### [Records provided]
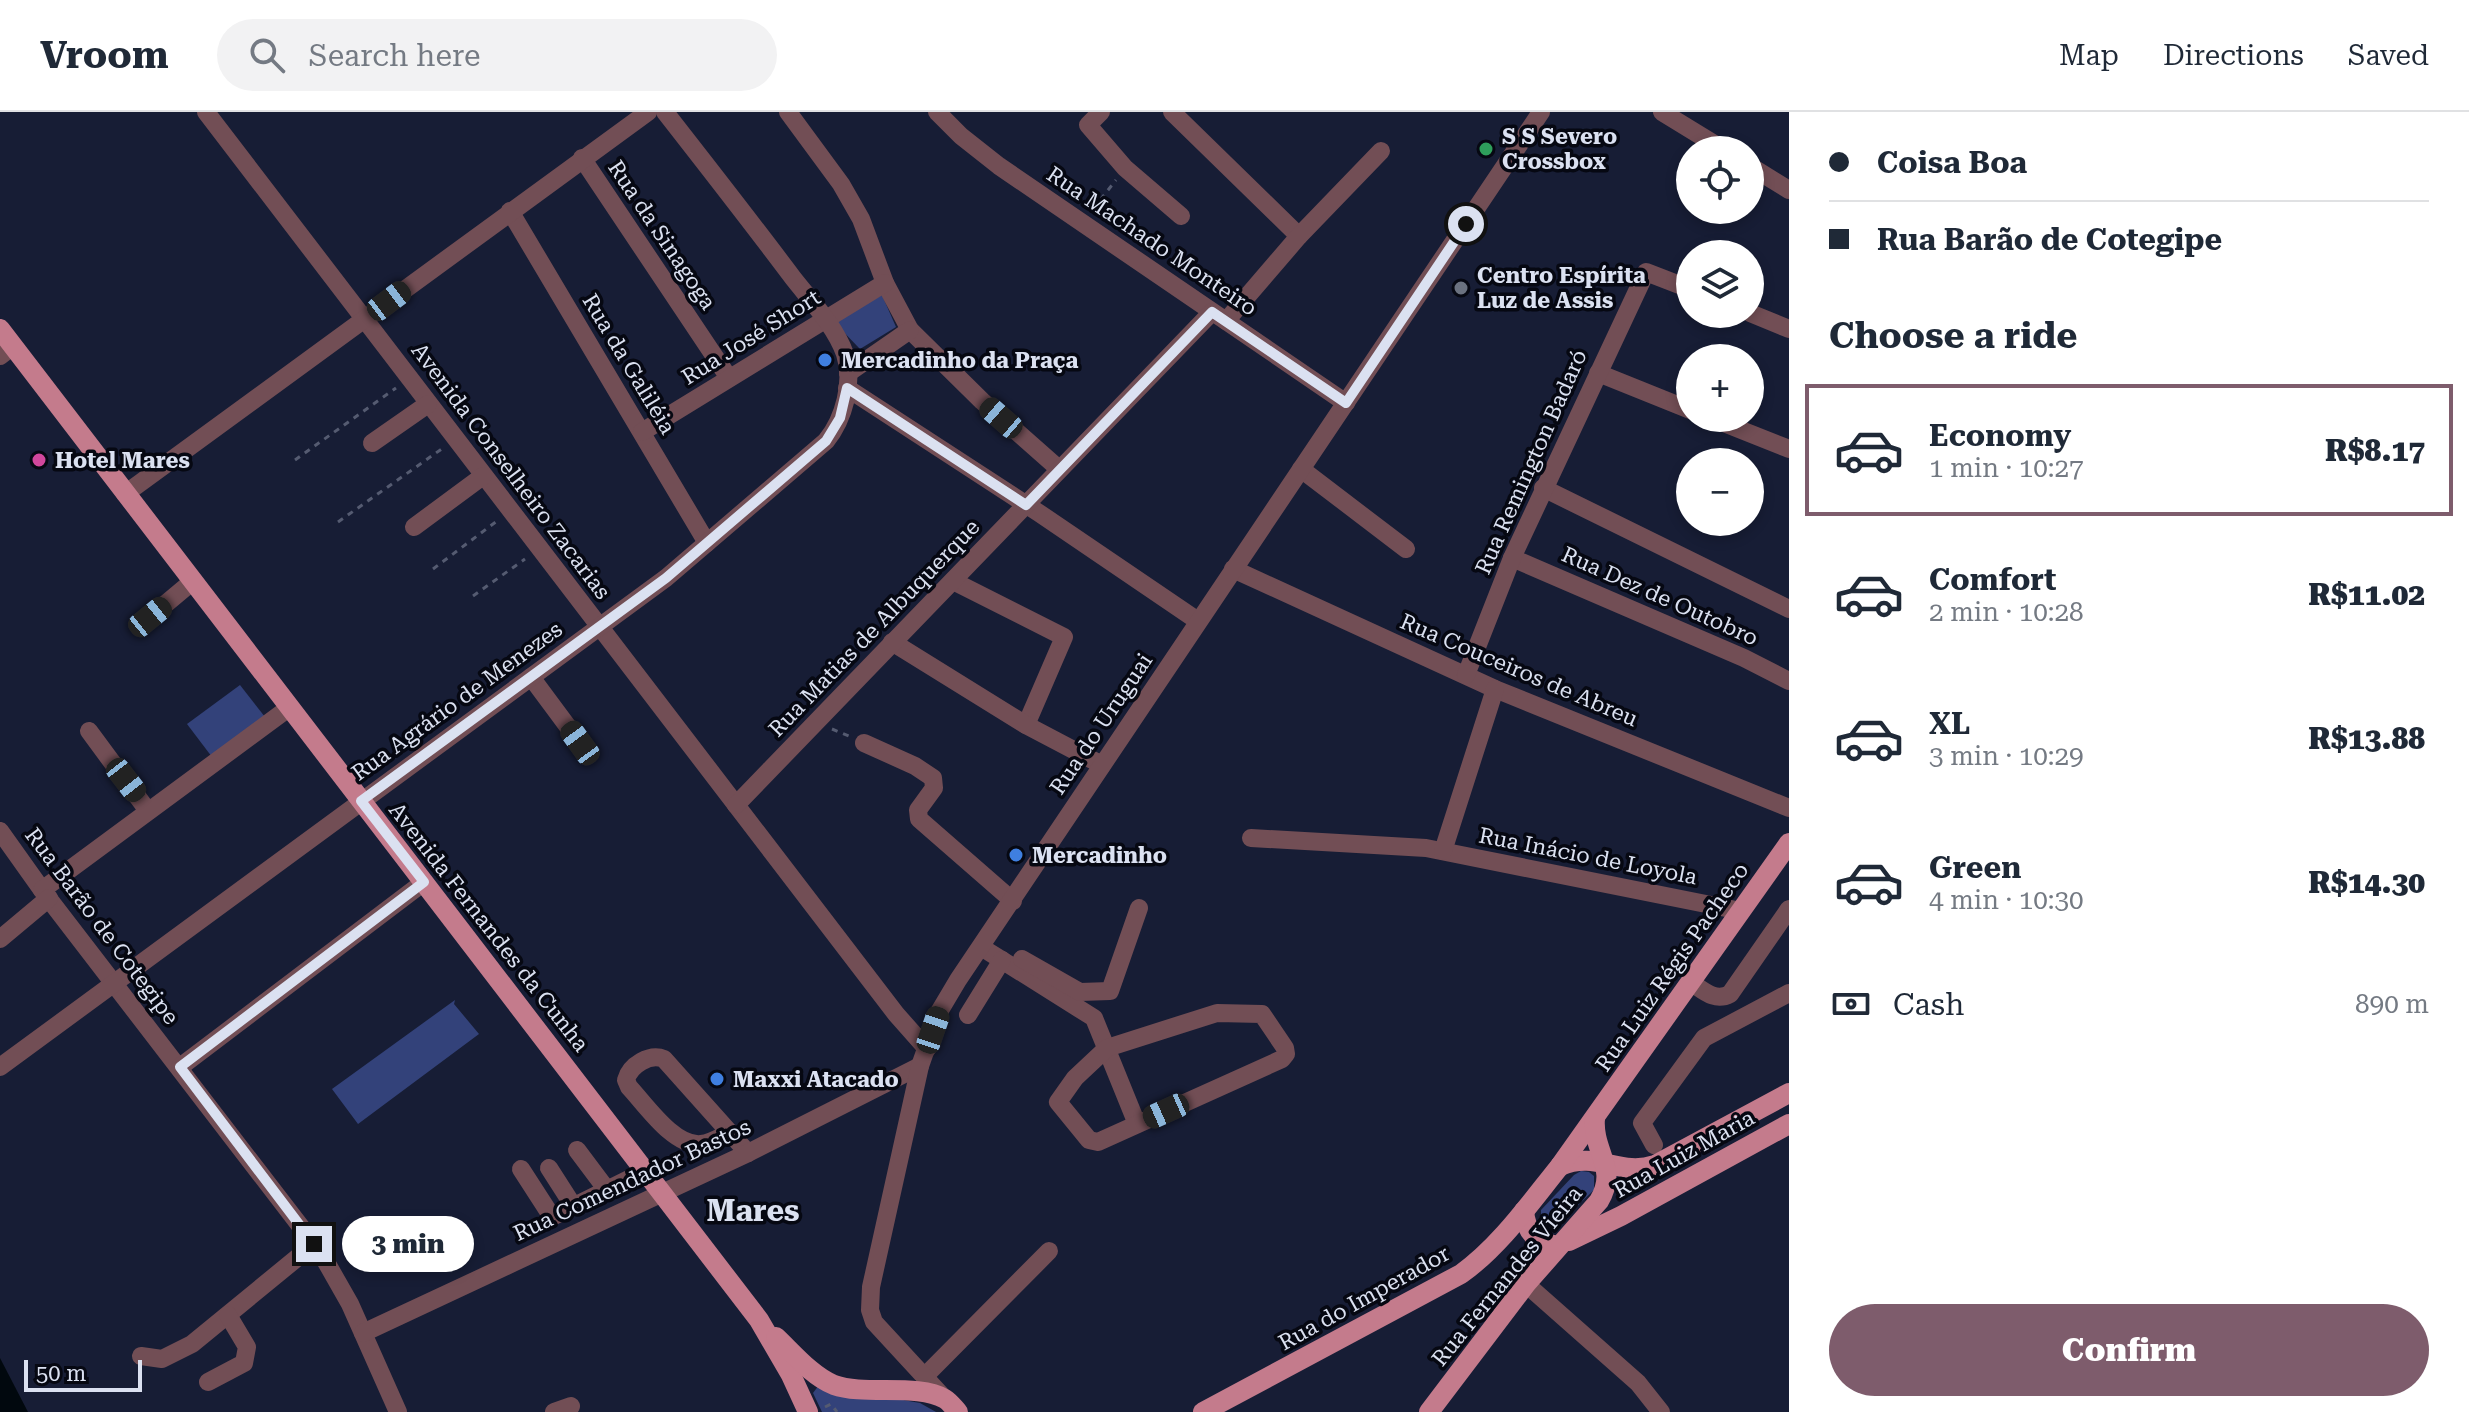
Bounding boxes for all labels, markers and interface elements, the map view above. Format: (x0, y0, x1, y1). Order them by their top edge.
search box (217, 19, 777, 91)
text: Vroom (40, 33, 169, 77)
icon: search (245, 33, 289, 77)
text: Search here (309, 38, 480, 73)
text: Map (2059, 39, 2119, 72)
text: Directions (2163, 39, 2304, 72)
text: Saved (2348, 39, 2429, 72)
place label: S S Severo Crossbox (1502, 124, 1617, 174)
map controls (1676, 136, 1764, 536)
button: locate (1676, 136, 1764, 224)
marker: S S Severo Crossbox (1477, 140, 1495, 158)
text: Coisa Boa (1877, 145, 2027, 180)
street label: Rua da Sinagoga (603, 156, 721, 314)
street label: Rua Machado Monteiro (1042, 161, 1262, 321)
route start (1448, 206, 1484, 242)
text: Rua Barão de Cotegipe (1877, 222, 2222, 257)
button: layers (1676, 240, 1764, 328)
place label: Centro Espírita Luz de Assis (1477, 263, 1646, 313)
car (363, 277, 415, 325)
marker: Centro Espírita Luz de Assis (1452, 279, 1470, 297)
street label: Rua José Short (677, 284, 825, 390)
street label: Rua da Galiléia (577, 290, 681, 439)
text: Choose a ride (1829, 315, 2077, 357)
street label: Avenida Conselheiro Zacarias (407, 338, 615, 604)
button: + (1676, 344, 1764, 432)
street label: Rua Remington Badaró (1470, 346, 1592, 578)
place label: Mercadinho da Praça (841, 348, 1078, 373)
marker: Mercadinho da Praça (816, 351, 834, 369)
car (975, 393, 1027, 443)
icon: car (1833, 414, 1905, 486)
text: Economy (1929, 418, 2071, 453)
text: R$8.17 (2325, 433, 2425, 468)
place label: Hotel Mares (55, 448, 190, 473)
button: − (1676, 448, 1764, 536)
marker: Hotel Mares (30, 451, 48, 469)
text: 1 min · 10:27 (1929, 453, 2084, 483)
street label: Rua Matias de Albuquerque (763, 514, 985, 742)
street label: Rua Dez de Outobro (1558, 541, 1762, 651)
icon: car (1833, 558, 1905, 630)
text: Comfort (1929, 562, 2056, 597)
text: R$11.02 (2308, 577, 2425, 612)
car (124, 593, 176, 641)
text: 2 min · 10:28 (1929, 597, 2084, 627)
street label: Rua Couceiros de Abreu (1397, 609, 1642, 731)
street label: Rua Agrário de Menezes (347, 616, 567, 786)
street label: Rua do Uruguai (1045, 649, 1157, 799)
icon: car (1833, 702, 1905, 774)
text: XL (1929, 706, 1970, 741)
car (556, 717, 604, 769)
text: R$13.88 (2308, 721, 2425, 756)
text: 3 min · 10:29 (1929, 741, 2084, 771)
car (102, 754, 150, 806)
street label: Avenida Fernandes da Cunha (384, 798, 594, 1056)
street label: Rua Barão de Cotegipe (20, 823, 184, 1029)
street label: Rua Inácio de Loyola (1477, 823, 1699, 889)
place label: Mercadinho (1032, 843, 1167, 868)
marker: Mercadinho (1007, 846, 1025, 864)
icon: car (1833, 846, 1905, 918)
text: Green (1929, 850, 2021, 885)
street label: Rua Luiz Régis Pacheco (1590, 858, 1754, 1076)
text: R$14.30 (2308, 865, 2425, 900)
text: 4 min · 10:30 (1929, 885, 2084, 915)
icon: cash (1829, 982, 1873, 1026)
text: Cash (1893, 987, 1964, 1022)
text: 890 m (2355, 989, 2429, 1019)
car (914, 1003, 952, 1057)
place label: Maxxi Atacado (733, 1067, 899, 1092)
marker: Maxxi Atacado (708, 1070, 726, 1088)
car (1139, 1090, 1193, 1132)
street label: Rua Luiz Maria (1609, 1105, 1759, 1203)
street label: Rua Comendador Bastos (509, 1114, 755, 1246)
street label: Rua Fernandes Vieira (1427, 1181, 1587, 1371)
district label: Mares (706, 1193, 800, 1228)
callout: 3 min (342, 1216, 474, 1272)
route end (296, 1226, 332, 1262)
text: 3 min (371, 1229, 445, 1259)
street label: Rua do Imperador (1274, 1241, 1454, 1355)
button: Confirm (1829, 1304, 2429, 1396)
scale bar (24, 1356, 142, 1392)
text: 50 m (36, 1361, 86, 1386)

### [Required action]
Check the records above and copy each line that has the string "Hotel".

### [Answer section]
place label: Hotel Mares (55, 448, 190, 473)
marker: Hotel Mares (30, 451, 48, 469)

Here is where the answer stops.